◆ ASSIGNMENT
Only lines holding the word "Galveston" are needed; copy each of them from the material.

******************************

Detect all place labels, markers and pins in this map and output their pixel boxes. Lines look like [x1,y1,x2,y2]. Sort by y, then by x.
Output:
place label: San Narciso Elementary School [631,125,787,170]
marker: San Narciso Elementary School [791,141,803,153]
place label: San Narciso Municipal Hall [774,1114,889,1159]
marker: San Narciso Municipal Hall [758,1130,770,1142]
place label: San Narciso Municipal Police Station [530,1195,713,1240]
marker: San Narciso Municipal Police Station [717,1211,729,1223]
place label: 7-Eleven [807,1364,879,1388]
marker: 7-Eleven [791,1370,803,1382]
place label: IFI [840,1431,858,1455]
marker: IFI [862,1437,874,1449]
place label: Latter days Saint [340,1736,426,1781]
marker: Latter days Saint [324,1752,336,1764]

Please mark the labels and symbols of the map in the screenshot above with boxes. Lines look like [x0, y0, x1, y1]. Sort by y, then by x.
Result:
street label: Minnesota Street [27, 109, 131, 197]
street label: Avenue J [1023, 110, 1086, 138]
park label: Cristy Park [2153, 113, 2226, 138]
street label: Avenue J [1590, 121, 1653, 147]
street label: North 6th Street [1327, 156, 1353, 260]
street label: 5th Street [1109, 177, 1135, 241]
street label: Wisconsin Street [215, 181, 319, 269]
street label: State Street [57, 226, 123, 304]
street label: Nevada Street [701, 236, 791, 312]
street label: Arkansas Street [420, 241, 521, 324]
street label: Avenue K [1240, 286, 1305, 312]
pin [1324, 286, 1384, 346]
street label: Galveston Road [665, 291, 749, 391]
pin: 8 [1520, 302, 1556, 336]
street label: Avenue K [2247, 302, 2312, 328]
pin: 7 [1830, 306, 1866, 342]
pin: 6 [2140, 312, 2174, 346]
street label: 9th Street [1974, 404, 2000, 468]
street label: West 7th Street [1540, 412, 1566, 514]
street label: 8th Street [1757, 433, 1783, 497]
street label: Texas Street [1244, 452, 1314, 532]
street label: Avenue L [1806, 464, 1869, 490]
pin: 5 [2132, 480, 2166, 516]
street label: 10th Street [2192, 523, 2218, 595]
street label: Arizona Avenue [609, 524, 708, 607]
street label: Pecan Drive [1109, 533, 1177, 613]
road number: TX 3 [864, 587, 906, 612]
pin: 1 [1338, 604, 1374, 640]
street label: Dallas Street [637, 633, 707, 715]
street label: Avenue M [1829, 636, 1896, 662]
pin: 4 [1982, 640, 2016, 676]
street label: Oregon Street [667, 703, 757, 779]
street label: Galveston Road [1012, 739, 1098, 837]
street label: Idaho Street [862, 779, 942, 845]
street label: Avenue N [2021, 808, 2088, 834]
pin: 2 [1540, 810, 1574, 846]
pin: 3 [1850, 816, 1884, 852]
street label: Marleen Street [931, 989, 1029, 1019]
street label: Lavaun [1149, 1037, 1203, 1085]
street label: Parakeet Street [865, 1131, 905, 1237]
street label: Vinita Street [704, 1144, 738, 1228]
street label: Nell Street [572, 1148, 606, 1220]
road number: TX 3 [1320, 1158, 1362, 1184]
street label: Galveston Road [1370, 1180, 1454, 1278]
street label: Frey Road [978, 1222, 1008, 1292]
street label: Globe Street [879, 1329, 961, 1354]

******************************

◆ FINISHED TASK
street label: Galveston Road [665, 291, 749, 391]
street label: Galveston Road [1012, 739, 1098, 837]
street label: Galveston Road [1370, 1180, 1454, 1278]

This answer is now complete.